For AI practitioners, this research suggests we should be more skeptical of dramatic improvements on established benchmarks, especially when they come from models trained on increasingly large web-scale datasets. The most impressive gains might be happening in contamination detection and training data curation rather than actual intelligence.
The democratizing effect is perhaps most interesting. By leveling the playing field and removing accidental advantages, systems like ArxivRoll might reveal that the gap between open and closed-source models is smaller than we thought. The strong performance of models like Kimi-K2 on fresh benchmarks suggests that open-source development can compete effectively when everyone plays by the same rules.
The Transparency Test
What makes ArxivRoll particularly compelling is its commitment to transparency. Each test is published after use, maintaining reproducibility while preventing future contamination. It’s like publishing exam questions after everyone has taken the test – maintaining accountability without compromising security.

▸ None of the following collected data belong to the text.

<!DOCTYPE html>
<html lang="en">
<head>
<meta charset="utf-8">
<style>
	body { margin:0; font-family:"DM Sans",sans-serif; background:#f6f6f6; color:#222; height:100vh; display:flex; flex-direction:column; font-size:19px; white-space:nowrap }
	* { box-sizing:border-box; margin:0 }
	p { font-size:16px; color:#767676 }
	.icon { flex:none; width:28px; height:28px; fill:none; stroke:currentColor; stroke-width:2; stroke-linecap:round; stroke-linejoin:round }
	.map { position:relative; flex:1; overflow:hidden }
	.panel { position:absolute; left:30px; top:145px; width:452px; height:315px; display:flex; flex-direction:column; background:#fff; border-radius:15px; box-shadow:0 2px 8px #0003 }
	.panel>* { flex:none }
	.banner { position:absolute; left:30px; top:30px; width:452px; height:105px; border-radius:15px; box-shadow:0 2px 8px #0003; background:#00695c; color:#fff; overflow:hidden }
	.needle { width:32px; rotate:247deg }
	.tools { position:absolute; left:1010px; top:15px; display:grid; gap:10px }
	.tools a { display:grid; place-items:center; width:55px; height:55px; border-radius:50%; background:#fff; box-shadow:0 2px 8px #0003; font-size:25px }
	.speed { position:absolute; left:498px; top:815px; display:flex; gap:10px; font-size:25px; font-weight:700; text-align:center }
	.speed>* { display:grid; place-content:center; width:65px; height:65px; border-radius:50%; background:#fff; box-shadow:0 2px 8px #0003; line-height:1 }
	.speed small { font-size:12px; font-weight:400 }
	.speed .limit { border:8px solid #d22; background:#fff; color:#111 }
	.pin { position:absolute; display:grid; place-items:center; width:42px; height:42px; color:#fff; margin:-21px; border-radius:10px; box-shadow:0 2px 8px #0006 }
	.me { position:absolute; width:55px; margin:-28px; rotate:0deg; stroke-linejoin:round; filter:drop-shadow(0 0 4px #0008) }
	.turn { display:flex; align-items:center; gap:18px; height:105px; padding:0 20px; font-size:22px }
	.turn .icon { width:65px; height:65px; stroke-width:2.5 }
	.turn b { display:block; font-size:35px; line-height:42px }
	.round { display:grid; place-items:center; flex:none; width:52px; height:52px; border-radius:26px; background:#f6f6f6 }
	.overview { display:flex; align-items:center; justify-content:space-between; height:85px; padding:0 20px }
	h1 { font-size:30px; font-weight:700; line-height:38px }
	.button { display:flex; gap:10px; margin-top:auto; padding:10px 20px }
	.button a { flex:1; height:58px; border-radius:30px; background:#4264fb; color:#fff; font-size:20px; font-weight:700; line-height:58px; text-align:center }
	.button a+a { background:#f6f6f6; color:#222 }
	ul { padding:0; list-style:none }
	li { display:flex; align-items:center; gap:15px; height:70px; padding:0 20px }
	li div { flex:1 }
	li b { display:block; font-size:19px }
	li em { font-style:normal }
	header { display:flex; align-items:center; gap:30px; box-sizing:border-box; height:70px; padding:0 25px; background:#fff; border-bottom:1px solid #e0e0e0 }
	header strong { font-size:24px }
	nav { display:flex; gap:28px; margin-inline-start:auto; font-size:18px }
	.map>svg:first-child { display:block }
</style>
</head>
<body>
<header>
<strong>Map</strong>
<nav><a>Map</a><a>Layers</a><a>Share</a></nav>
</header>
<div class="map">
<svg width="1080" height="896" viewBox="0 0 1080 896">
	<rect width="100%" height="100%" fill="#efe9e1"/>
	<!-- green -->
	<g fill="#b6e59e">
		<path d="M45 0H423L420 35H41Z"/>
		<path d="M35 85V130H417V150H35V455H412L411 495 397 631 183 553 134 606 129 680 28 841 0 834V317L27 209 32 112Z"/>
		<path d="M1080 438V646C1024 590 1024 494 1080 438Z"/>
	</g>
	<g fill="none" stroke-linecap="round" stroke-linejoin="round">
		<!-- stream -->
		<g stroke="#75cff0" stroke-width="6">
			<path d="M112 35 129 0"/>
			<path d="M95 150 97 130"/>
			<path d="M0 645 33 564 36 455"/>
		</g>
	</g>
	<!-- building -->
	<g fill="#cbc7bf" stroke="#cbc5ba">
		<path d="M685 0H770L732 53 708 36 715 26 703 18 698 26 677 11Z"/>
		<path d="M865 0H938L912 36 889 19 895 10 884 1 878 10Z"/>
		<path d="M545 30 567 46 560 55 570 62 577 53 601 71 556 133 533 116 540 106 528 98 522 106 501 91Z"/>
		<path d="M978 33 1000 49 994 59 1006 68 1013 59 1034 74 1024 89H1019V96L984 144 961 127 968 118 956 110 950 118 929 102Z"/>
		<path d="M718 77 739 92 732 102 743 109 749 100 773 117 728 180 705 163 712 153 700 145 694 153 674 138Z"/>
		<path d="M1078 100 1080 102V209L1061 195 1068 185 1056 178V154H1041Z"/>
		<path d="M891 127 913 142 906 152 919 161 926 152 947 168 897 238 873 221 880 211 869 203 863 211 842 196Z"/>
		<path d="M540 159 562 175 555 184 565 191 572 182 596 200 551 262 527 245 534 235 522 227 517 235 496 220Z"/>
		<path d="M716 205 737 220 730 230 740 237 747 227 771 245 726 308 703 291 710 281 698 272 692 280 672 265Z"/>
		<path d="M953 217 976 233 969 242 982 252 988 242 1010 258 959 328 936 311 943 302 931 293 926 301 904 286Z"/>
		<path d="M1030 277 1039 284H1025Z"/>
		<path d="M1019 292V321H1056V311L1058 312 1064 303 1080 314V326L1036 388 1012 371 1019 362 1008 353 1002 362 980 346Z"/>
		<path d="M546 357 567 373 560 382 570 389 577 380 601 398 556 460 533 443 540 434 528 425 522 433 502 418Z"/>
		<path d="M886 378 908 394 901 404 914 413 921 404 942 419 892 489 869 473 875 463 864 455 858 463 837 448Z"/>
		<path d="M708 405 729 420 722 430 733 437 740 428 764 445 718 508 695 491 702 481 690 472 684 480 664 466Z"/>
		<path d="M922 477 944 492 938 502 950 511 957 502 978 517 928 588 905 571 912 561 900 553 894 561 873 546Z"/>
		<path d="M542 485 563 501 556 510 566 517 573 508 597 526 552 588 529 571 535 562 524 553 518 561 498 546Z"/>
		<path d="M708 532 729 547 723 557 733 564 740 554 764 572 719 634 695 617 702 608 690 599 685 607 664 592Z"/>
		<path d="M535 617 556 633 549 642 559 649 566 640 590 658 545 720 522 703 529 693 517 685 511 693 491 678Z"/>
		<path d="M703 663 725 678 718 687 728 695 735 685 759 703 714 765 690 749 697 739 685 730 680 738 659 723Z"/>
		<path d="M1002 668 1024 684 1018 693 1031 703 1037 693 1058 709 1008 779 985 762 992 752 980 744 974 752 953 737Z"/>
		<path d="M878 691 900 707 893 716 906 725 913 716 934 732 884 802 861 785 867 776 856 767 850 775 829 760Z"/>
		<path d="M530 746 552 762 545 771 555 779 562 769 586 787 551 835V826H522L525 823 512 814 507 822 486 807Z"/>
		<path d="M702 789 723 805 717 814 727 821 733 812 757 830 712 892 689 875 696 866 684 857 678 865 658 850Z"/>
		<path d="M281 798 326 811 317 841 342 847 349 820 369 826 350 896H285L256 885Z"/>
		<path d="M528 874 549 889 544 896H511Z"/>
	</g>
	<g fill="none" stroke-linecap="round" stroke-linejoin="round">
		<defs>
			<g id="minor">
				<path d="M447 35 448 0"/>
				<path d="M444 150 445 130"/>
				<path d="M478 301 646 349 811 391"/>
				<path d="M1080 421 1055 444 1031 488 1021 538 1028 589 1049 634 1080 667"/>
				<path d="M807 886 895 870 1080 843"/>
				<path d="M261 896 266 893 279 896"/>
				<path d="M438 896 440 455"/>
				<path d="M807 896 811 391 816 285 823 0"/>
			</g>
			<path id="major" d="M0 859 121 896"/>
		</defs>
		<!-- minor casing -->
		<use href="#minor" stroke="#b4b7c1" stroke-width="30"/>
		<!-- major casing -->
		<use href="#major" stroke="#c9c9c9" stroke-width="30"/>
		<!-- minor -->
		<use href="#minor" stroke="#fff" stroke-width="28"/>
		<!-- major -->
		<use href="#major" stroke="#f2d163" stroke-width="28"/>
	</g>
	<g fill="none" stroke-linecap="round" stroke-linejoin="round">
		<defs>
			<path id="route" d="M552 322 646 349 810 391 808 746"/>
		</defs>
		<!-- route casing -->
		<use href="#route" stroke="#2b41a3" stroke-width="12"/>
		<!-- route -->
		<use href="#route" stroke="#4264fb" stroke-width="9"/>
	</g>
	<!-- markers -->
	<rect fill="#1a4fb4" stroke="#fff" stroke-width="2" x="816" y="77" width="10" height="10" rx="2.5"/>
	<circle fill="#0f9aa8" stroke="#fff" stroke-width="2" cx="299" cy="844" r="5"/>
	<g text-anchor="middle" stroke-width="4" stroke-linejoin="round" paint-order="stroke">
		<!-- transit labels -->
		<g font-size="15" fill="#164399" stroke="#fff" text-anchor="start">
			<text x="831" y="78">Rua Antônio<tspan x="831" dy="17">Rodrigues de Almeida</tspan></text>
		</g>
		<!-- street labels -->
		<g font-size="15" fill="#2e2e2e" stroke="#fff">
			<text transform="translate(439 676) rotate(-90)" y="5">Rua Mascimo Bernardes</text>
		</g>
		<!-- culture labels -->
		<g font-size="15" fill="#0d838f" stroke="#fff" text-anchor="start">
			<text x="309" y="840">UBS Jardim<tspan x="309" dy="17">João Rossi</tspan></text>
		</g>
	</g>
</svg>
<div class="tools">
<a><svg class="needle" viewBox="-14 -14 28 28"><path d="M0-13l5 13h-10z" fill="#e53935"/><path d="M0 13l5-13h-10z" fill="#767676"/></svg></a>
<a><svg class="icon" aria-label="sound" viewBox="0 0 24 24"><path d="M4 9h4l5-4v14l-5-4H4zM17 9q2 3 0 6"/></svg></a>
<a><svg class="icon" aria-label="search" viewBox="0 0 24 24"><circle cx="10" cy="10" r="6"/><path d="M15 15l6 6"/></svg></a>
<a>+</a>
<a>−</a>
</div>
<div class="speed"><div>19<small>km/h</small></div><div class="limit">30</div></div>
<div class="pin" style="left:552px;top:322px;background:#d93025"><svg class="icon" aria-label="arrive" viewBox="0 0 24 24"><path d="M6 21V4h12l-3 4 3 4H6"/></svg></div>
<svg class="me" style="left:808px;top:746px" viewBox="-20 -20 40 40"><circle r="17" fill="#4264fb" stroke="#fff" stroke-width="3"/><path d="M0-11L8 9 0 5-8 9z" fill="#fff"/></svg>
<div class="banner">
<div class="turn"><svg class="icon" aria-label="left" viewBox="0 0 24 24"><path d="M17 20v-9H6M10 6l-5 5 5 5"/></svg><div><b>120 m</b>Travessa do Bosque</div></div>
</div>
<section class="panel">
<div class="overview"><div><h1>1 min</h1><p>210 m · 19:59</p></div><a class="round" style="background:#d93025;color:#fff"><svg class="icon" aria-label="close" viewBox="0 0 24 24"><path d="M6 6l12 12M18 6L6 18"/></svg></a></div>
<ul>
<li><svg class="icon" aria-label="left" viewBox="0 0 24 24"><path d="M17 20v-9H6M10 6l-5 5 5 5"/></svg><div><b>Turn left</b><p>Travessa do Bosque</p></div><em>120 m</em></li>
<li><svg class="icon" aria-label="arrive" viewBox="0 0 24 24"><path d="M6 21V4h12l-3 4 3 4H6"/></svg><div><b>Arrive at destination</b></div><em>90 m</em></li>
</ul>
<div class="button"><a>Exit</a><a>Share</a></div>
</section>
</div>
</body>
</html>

This transparency will likely pressure model creators to clean up their training processes. No one wants to be the next model family identified with contamination scores exceeding healthy baselines.
The AI field is still young, and we’re learning how to evaluate these systems properly. ArxivRoll represents a maturation of our evaluation methods – a move from naive trust to sophisticated verification. As AI models become more powerful and consequential, having honest measures of their capabilities isn’t just nice to have; it’s essential.
The homework problem is real, but now we have tools to detect it. The question is: will the AI community embrace this kind of rigorous self-policing, or will it take regulatory pressure to ensure honest evaluation becomes the norm?
ArxivRoll source code and benchmarks are publicly available, continuing the researchers’ commitment to transparency in AI evaluation.